“An extraordinary and heart-rending book about good people, tragic decisions and the beauty found in each of them.”

 

NO MAJOR SPOILERS

After seeing the Light Between the Oceans recommended so many times on our Facebook page I couldn’t resist picking it up in tatty paperback when I spotted a copy in a second hand shop. It’s sat on my TBR for a while as I had no idea what it was about but I picked it up last week and devoured it in virtually one sitting.

Historical fiction, The Light Between the Oceans is set in the early 1900s, just after the first World War, as we see Tom take the job as a solitary lighthouse keeper.
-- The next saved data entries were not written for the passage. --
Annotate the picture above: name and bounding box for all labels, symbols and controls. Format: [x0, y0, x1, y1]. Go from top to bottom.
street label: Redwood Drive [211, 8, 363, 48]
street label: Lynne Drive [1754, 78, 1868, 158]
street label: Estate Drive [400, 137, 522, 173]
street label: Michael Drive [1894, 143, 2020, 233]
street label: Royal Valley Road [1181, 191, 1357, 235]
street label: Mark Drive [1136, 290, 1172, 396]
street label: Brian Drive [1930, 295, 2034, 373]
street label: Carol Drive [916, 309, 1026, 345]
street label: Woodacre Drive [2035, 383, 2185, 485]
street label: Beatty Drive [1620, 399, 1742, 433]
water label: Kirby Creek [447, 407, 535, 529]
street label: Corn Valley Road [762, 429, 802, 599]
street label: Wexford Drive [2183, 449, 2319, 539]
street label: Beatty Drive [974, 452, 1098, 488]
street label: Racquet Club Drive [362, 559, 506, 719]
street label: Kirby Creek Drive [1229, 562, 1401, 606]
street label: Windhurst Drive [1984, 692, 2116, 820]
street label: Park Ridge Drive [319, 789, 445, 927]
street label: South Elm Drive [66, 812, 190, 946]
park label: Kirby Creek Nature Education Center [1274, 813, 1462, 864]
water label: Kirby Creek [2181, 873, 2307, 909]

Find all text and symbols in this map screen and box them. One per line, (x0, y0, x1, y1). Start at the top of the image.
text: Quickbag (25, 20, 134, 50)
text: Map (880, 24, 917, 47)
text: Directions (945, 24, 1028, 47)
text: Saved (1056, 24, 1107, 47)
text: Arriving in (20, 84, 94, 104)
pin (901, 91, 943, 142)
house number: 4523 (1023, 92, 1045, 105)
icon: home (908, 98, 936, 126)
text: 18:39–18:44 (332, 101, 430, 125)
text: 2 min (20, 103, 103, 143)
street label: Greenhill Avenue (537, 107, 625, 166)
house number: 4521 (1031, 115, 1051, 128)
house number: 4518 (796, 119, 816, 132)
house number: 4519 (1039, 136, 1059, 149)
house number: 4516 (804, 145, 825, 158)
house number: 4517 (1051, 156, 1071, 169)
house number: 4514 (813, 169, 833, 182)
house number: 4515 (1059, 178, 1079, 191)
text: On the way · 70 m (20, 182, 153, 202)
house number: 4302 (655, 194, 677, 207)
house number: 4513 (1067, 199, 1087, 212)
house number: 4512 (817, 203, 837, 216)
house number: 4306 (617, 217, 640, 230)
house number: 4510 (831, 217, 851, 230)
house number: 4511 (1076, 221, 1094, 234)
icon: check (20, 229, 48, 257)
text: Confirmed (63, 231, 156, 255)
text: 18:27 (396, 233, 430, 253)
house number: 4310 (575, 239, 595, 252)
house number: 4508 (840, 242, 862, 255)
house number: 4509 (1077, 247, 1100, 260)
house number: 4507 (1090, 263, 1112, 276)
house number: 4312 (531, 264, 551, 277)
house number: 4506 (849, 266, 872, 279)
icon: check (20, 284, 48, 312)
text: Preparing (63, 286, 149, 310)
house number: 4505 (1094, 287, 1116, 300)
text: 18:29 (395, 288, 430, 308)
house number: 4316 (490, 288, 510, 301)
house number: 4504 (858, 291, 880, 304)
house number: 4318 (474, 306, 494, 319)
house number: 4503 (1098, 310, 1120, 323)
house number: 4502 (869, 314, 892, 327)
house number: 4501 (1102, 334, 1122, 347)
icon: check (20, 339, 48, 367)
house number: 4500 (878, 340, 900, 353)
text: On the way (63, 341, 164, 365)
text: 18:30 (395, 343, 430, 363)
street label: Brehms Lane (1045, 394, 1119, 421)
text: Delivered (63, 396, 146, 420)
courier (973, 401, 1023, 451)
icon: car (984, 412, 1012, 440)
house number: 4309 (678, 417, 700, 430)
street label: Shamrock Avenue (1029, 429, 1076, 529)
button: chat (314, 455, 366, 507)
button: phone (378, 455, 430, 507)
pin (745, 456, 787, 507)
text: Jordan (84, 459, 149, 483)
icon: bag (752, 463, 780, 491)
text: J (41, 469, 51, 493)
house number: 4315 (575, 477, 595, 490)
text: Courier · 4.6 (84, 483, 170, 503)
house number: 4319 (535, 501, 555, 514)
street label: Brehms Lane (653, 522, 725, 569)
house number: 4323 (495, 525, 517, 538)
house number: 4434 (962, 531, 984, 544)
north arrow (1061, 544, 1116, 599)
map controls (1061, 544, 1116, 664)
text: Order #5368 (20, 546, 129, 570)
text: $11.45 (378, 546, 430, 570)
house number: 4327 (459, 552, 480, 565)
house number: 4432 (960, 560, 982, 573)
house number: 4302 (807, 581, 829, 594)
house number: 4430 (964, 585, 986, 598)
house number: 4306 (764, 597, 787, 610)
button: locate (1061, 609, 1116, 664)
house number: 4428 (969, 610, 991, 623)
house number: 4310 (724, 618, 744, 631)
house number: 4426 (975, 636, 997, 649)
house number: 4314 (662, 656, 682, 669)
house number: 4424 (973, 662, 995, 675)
The undercurrent of the book is quite firm, being a lighthouse keeper can send you mad, especially if you’re unmarried but Tom doesn’t need to worry as he falls in love in the first quarter of the book, gets married and so begins a beautiful love affair, a permanent honeymoon on a beautiful island.

It’s one of the most beautiful stories I have ever read, the language is descriptive and I can clearly conjure up images of the island, Janus Rock in my mind. After reading you feel like you’ve stood on the rocks feeling the wind and spray hit your face, the writing really is that stunning.

The course of true love never runs smoothly and the love in the Light Between the Oceans is no different. Facing a moral challenge most newly married people couldn’t imagine, Tom and Isabel face a dilemma and as you live it with them, you’ll start to wonder yourself what is right and what is wrong and what is the difference between the two.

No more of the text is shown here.